Show each line of the records below where the word "canvas" occurs.

---- MATERIAL FOR THIS EXERCISE

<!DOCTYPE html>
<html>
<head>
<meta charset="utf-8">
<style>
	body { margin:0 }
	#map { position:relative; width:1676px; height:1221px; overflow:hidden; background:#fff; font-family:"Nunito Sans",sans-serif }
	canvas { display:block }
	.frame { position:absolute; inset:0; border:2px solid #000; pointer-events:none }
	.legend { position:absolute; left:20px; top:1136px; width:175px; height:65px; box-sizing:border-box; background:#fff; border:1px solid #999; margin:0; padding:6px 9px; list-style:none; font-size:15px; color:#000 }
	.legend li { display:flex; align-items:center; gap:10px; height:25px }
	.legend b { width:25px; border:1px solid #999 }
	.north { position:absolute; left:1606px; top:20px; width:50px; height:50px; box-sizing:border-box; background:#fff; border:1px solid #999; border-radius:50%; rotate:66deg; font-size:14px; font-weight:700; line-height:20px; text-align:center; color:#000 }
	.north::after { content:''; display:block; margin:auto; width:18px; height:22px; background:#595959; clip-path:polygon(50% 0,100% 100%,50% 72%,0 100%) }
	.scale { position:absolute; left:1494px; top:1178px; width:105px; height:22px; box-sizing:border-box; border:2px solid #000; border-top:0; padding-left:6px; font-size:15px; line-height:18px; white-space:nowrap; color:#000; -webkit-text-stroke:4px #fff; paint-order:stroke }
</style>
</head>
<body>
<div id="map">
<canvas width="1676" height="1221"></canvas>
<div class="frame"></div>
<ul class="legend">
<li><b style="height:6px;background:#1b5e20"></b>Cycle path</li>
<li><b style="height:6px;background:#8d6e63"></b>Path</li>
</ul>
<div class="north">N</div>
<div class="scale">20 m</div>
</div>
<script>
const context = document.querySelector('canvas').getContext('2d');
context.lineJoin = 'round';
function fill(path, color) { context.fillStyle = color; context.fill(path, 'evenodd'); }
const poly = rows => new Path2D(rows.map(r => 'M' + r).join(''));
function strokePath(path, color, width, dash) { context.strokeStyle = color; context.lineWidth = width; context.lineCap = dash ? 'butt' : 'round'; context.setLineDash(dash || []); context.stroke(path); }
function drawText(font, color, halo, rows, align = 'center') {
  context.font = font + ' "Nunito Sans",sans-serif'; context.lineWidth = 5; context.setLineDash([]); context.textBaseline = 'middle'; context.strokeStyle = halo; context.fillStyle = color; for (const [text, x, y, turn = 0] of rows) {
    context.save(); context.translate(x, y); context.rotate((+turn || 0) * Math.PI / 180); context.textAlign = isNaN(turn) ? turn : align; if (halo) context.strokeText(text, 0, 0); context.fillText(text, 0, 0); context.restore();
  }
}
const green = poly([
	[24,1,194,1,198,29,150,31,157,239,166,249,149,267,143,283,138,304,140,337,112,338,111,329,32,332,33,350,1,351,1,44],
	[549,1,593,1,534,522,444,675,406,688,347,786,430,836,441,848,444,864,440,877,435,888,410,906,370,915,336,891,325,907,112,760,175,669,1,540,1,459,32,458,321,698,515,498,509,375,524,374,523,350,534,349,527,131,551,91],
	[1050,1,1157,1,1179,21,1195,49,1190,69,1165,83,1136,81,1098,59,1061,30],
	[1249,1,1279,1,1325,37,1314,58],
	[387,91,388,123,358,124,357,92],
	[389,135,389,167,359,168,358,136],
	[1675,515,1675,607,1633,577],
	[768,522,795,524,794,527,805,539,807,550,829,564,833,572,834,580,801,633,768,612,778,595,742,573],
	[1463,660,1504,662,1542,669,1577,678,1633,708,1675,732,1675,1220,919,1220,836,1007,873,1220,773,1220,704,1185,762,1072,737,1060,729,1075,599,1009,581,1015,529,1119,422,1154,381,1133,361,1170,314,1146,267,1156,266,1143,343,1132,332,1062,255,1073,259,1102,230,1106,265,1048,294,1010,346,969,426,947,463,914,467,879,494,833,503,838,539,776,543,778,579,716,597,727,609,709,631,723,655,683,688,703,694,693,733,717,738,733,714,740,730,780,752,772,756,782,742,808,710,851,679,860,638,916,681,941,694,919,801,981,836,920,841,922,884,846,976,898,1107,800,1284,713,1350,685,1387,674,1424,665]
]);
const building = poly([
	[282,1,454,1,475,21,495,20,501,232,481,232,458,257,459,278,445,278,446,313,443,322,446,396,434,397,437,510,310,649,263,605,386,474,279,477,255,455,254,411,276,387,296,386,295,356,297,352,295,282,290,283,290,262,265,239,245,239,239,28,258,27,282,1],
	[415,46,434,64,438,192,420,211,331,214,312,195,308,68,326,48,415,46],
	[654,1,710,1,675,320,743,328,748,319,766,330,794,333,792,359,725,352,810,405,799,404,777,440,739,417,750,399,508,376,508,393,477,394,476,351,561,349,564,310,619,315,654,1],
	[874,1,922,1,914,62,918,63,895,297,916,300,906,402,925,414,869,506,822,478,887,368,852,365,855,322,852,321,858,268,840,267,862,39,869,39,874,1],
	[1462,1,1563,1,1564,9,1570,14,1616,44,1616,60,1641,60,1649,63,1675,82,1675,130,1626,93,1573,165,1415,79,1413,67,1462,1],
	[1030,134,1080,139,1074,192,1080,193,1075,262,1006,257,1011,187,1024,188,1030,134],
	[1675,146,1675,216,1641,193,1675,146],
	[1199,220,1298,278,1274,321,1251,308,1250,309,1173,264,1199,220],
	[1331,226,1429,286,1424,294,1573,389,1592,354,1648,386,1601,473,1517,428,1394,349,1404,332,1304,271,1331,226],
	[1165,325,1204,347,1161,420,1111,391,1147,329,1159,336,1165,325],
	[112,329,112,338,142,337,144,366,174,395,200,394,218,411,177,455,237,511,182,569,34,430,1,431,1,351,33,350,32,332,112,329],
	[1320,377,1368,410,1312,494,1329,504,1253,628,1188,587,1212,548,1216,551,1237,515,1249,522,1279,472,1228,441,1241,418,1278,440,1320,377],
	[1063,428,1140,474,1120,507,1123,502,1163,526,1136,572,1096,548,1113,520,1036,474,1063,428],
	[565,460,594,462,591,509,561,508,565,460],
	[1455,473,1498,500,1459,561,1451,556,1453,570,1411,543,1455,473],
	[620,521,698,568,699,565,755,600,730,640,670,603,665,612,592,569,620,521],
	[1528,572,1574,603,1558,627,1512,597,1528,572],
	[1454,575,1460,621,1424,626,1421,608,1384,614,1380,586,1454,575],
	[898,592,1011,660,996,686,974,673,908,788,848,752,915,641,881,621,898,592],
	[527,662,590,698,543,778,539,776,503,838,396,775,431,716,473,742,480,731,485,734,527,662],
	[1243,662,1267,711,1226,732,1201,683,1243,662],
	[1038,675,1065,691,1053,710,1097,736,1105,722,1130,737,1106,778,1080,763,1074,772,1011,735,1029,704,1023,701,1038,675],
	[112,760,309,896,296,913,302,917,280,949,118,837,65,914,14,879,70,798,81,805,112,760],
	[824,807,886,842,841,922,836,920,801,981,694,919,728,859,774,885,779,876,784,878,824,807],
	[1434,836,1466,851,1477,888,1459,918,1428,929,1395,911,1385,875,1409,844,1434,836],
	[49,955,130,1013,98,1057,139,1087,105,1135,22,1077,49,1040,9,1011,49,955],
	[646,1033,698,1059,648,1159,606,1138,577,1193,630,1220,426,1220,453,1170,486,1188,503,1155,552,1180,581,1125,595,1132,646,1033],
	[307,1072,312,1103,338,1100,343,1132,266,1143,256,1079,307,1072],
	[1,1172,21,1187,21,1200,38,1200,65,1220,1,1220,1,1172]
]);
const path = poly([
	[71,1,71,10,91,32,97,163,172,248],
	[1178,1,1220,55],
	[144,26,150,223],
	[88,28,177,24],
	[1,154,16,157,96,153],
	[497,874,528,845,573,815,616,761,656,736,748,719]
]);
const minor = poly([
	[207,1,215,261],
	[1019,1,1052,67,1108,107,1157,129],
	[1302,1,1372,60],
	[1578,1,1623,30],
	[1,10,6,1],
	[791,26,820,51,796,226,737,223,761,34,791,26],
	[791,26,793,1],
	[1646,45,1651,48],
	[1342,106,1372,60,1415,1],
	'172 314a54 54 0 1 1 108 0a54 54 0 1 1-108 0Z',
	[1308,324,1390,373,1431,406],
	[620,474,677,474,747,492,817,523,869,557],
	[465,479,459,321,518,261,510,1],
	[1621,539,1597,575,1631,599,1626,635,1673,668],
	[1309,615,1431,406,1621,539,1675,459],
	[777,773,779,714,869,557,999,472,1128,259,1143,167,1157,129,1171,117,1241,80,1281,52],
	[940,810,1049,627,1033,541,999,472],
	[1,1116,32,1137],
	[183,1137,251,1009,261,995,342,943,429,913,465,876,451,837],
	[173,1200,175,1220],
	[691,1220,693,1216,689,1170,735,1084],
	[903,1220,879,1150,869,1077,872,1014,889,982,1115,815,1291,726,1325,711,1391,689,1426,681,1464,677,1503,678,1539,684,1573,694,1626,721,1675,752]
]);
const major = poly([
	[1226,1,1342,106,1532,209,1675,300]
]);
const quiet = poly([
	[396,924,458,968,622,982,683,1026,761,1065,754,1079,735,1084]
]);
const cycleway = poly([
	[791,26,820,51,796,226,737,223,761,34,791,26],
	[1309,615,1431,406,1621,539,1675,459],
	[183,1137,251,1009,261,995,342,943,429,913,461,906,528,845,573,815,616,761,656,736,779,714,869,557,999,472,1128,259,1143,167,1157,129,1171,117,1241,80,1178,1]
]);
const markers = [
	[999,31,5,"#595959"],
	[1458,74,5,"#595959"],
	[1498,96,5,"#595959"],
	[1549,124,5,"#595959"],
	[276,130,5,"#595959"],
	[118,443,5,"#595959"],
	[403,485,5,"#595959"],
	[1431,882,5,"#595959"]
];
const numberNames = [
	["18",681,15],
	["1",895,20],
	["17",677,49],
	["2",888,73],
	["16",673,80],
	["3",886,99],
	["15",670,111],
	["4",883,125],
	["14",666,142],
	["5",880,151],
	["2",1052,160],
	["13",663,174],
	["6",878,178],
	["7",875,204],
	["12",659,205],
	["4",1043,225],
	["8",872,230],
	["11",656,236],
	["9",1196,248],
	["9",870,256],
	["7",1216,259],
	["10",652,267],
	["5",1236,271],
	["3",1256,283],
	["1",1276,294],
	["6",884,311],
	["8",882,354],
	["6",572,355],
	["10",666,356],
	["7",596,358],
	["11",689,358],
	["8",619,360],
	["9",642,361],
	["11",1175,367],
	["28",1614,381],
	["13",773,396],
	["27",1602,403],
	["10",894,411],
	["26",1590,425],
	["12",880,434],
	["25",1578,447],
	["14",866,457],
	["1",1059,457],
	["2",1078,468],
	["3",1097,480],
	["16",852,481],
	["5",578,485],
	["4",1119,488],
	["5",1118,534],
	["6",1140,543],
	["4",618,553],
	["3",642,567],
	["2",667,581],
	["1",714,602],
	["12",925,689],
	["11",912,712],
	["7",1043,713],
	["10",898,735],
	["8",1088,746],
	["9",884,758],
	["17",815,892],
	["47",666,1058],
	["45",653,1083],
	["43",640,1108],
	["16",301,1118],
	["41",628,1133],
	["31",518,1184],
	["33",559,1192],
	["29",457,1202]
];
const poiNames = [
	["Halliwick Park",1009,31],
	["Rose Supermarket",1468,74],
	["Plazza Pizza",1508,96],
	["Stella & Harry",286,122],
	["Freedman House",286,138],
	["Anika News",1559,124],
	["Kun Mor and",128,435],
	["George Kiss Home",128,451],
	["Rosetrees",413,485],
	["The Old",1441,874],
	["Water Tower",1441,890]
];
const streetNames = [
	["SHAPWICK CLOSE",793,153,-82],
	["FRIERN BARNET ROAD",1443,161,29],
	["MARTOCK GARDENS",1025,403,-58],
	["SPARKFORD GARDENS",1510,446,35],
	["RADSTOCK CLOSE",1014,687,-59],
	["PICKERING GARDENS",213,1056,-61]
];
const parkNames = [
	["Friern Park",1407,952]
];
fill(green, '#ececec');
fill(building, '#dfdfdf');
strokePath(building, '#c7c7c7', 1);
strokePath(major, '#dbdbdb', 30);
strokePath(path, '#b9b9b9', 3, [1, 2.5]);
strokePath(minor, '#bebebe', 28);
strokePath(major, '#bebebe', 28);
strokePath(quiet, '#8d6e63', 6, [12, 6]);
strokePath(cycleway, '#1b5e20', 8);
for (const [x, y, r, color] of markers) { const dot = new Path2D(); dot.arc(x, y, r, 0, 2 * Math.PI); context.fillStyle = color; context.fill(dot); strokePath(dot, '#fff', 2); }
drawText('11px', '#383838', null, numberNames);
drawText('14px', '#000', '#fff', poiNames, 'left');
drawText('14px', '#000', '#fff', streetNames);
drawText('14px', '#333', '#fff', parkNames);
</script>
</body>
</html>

--------

SOLUTION TO THIS EXERCISE |
	canvas { display:block }
<canvas width="1676" height="1221"></canvas>
const context = document.querySelector('canvas').getContext('2d');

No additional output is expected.